Polish English French German Hebrew Italian Japanese Portuguese Russian Spanish

Deficyt przedszkolny

14. 05. 07
Wpis dodał: Jerzy Zużałek(danielek2002)
Odsłony: 2454

Szkoły w gminie Bestwina są gotowe na przyjęcie sześciolatków – tak uznało Kuratorium Oświaty w Bielsku-Białej. Samorząd boryka się jednak z problemem niewystarczającej ilości miejsc w przedszkolach, których w kwietniu brakowało aż 70. Kłopot stanowi też opieka żłobkowa.

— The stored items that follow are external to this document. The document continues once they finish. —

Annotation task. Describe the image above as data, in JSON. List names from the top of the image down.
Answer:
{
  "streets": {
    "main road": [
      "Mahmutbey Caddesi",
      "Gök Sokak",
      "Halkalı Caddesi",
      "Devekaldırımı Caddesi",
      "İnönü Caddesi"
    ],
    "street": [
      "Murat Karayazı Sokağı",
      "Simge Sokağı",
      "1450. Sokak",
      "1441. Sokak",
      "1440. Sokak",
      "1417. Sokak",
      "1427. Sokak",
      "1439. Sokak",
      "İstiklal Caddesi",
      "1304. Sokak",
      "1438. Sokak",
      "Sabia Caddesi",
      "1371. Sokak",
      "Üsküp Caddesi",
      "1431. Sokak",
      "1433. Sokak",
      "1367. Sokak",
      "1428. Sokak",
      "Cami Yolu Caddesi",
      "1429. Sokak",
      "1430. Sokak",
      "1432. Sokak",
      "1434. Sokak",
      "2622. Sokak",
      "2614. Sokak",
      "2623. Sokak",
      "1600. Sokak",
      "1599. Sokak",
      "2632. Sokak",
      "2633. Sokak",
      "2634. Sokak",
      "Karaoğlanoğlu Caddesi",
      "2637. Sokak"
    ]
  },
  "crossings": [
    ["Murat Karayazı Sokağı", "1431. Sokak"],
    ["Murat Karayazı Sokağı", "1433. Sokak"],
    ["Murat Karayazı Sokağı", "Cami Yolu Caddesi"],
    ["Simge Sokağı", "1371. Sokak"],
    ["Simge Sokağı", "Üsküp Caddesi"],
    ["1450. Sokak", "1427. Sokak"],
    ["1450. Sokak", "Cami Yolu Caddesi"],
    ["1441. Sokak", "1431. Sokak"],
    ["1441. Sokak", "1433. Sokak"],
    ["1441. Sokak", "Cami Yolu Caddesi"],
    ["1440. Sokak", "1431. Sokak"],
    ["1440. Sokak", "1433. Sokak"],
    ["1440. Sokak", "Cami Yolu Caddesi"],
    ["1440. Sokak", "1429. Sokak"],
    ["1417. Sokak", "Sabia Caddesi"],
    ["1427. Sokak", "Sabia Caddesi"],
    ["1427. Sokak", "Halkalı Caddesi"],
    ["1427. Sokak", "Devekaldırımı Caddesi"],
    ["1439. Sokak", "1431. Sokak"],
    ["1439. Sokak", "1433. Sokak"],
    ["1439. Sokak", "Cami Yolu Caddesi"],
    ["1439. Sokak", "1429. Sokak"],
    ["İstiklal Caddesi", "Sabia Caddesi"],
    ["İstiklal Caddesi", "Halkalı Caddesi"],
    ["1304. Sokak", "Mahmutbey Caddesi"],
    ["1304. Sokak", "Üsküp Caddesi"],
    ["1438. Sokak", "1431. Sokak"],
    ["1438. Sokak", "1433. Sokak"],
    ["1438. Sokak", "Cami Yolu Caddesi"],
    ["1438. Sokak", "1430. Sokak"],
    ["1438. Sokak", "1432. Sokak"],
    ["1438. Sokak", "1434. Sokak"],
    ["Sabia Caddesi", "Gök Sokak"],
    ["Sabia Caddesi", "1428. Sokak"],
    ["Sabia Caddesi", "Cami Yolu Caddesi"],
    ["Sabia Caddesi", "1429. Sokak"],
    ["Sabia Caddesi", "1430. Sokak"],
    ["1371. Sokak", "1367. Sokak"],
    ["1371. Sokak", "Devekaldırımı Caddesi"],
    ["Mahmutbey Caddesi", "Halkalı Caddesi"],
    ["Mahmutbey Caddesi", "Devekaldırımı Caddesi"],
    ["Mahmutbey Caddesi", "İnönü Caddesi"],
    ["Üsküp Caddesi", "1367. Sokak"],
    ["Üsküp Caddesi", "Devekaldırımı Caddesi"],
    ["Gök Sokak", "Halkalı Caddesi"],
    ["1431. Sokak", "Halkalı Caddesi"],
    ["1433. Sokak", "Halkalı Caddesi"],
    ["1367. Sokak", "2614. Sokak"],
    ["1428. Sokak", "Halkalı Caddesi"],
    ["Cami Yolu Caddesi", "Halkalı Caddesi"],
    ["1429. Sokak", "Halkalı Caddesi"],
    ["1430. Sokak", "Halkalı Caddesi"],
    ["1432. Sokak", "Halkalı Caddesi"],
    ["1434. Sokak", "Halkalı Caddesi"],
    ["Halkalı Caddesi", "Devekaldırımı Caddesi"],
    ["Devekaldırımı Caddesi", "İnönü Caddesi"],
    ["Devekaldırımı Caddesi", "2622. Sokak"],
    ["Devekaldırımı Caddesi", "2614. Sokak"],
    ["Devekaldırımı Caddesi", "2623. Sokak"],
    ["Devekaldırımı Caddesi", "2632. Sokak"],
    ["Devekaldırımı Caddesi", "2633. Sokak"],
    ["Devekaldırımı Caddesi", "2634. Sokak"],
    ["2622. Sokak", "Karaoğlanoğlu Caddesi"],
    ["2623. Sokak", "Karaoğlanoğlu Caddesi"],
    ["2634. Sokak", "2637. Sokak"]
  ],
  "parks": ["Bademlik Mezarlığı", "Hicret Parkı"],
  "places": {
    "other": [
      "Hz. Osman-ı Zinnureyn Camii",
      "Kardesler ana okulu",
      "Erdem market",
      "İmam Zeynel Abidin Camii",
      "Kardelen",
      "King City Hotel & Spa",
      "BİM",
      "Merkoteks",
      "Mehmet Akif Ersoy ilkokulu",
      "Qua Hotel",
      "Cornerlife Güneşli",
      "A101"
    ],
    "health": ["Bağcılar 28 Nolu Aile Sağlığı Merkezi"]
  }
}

Bielska delegatura Kuratorium Oświaty sprawdzała niedawno stan placówek szkolnych w gminie Bestwina pod kątem przyjęcia 6-latków do klas I. Jak poinformował podczas kwietniowej sesji Rady Gminy Benedykt Kohut (przewodniczący komisji edukacji, kultury, zdrowia i bezpieczeństwa publicznego), wszystkie placówki otrzymały pozytywne opinie. Sprawdzano m.in. czy szkoły posiadają odpowiednie pomoce dydaktyczne, miejsca zabaw i wypoczynku, a także kwalifikacje nauczycieli klas I. Kohut zakomunikował, że klasy sześciolatków i siedmiolatków będą łączone, głównie ze względu na uwarunkowania ekonomiczne. Istnieje jednak szansa na utworzenie klasy składającej się wyłącznie z 6-latków w szkole w Bestwinie. Dodał, że klasy w których znajdują się 6-latkowie nie mogą przekraczać 25 uczniów. Arkadiusz Maj, dyrektor  Gminnego Zespołu Obsługi Szkół i Przedszkoli, zapewniła także o dobrym przygotowaniu pomieszczeń szkolnych do przyjęcia najmłodszych uczniów.

Radni pytali też o place zabaw przy zespołach szkolno-przedszkolnych. Wedle zapewnień wójta Artura Beniowskiego, placówki w Janowicach, Bestwince i Bestwinie będą uposażone w takie obiekty w ramach programu „Radosna Szkoła”, dzięki któremu gmina uzyska 50-procentowe dofinansowanie z Urzędu Wojewódzkiego. Koszt budowy jednego placu zabaw to wydatek rzędu 170 tys. zł. Miejsce do zabaw zostanie utworzone również przy szkole w Kaniowie, lecz jego budowa nie odbędzie się w ramach programu ministerialnego.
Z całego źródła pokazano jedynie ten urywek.